The commitment to provide 600 hours of free nursery provision will be expensive however. Nursery teachers have expressed concerns that it might result in quantity over quality, with local authorities potentially opting to take qualified teachers out of nursery provision. Nursery care is not the same as nursery education, they argue.
“If you intervene effectively and with high quality then that is the only way which young people benefit. They can’t just be ‘mass-produced’ or whatever. It has to be of high quality,” says Campbell. Childcare expert Professor Iram Siraj has been appointed to undertake a review of the early years workforce. This will follow up on a review undertaken by Education Scotland in 2012, which has led to increasing qualifications of early years practitioners such as the degree course in Dundee that Mrs Cummings lectures on.

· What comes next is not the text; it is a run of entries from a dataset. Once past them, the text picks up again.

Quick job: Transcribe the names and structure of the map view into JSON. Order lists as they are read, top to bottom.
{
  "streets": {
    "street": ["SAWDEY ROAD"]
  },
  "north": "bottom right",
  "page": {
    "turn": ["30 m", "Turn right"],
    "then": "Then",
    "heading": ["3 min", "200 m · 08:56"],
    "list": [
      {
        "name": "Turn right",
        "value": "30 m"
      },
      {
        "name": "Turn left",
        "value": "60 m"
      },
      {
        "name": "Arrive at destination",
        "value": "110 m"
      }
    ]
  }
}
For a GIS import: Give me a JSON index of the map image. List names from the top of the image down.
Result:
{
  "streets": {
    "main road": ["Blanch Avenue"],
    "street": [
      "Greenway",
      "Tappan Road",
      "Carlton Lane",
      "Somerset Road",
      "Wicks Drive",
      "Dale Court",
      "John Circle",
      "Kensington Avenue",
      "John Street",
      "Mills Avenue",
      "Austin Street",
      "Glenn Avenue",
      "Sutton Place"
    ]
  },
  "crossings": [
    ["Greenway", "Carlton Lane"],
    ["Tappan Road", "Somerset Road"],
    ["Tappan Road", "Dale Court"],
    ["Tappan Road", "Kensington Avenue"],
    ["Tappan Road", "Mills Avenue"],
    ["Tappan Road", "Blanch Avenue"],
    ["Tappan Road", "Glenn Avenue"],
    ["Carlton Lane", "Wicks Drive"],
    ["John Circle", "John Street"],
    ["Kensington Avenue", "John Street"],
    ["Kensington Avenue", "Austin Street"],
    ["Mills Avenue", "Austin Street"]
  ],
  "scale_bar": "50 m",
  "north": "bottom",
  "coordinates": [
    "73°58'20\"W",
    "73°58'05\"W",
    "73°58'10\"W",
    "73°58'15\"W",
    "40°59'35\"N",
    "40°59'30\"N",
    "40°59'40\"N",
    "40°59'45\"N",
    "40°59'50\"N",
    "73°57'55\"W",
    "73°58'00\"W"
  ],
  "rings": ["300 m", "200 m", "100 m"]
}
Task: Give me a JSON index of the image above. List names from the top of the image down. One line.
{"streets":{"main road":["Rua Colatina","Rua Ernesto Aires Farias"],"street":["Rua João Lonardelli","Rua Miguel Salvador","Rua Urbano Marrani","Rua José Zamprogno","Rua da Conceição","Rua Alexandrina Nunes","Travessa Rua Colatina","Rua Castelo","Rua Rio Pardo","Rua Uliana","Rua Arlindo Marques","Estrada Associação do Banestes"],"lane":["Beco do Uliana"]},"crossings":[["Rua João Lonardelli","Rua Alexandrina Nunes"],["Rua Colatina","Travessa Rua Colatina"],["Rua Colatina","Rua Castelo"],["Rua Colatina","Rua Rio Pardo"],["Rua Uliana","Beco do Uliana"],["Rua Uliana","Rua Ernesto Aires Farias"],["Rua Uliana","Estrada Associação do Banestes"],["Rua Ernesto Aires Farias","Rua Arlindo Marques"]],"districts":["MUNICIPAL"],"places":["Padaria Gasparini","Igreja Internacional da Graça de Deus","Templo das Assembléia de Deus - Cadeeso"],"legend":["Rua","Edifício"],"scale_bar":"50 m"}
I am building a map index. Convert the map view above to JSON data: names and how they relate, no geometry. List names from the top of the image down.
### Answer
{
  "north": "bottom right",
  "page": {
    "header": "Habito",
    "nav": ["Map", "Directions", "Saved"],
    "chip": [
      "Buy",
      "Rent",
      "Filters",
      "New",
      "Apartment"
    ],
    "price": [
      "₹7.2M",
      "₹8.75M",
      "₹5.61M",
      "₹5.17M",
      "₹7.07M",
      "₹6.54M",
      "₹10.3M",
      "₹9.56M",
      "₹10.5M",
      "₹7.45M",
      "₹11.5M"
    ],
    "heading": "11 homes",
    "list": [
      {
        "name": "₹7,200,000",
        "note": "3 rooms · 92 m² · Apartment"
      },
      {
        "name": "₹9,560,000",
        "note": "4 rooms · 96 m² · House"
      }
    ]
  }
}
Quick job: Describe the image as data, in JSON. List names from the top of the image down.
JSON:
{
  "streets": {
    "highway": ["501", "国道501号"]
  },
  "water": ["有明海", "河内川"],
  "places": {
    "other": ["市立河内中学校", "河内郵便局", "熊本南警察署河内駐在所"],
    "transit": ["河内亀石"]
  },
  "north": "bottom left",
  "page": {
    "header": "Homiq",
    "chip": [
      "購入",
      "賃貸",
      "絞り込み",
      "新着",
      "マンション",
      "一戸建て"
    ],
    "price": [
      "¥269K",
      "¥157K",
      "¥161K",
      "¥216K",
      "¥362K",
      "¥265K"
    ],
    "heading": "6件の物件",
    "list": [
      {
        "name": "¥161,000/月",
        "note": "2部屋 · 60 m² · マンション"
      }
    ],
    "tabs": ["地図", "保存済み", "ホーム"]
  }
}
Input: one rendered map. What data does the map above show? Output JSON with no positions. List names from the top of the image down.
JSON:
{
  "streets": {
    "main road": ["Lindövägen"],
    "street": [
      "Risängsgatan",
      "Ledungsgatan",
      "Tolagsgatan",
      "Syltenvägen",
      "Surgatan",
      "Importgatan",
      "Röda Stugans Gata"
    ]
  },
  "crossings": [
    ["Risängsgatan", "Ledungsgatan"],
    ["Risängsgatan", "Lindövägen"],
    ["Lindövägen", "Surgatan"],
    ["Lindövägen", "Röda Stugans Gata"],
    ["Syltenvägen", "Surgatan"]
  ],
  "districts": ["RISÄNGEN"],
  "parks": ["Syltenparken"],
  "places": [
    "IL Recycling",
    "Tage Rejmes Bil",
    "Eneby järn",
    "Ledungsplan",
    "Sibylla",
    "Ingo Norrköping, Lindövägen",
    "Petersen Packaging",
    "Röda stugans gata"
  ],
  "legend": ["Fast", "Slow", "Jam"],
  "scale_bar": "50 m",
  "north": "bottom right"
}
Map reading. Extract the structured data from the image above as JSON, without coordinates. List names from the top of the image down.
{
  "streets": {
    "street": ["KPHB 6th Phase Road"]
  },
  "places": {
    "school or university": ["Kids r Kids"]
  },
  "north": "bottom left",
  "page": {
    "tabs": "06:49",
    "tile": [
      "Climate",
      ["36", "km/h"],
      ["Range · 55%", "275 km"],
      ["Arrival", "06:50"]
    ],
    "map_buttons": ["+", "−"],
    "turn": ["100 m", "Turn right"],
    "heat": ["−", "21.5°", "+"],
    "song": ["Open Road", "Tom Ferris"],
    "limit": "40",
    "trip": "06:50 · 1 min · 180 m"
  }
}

Campbell says Scotland must be “careful how we expand” to ensure quality is maintained. “As John Carnochan says, in Scotland ‘we don’t have a curriculum for mediocrity we have a Curriculum for Excellence’. That’s ambitious, and we want to build on that,” she says.
Siraj and her team will look at ways to develop the workforce “to cope with the further expansion ambitions that we have, not only through the Bill, but also through the White Paper.”
Campbell herself is a mother. Her young son, Angus, is looked after by her husband, whom she says has been “enormously supportive” in taking on the primary care role. “I wouldn’t have been able to do half of what I’ve been able to do had he not been so supportive, and been a really great dad for Angus. That’s tough for him, because not many dads are stay-at-home dads, so we know that childcare is not just an issue for women, it’s an issue for both parents, all parents. Our own experience has certainly taught us that.”
Campbell’s aspirations for Angus to reach adulthood in ‘the best place in the world to grow up’ mean that he will have high expectations. “I want for Angus what every parent wants for their child. To grow up happy and healthy, fulfilled, being able to experience lots of things in life. That’s what most parents want for their children. I want him to be true to himself and I want him to explore lots of things and to get as much out of life as he can. And I want him to be able to grow up in a country that has the opportunity in itself to deliver for him as well.”
Of course, Campbell believes Scotland needs to be independent to achieve this, including the White Paper pledge to “transform childcare”.
Isn’t that possible under current powers?
“The fact is, unless you’ve got powers over taxation, you can’t do the things set out in the White Paper. We need to have access to the resource we’ll create when we’re generating more money through allowing more parents to get back in work. We need that money to go back into childcare. So unless you’ve got all the tools at your disposal, you can’t transform childcare. You can’t set out rebuilding a country that doesn’t have nuclear weapons, that doesn’t enter illegal wars. I want Scotland to be able to take its place in the world for good reasons, to be the centre of peace and reconciliation, to make sure we’re a fairer society. That’s the kind of country I want Angus to grow up in.
“But at the moment, my most important job is to be his mum as well. I need to make sure I get my own work-life balance absolutely correct.”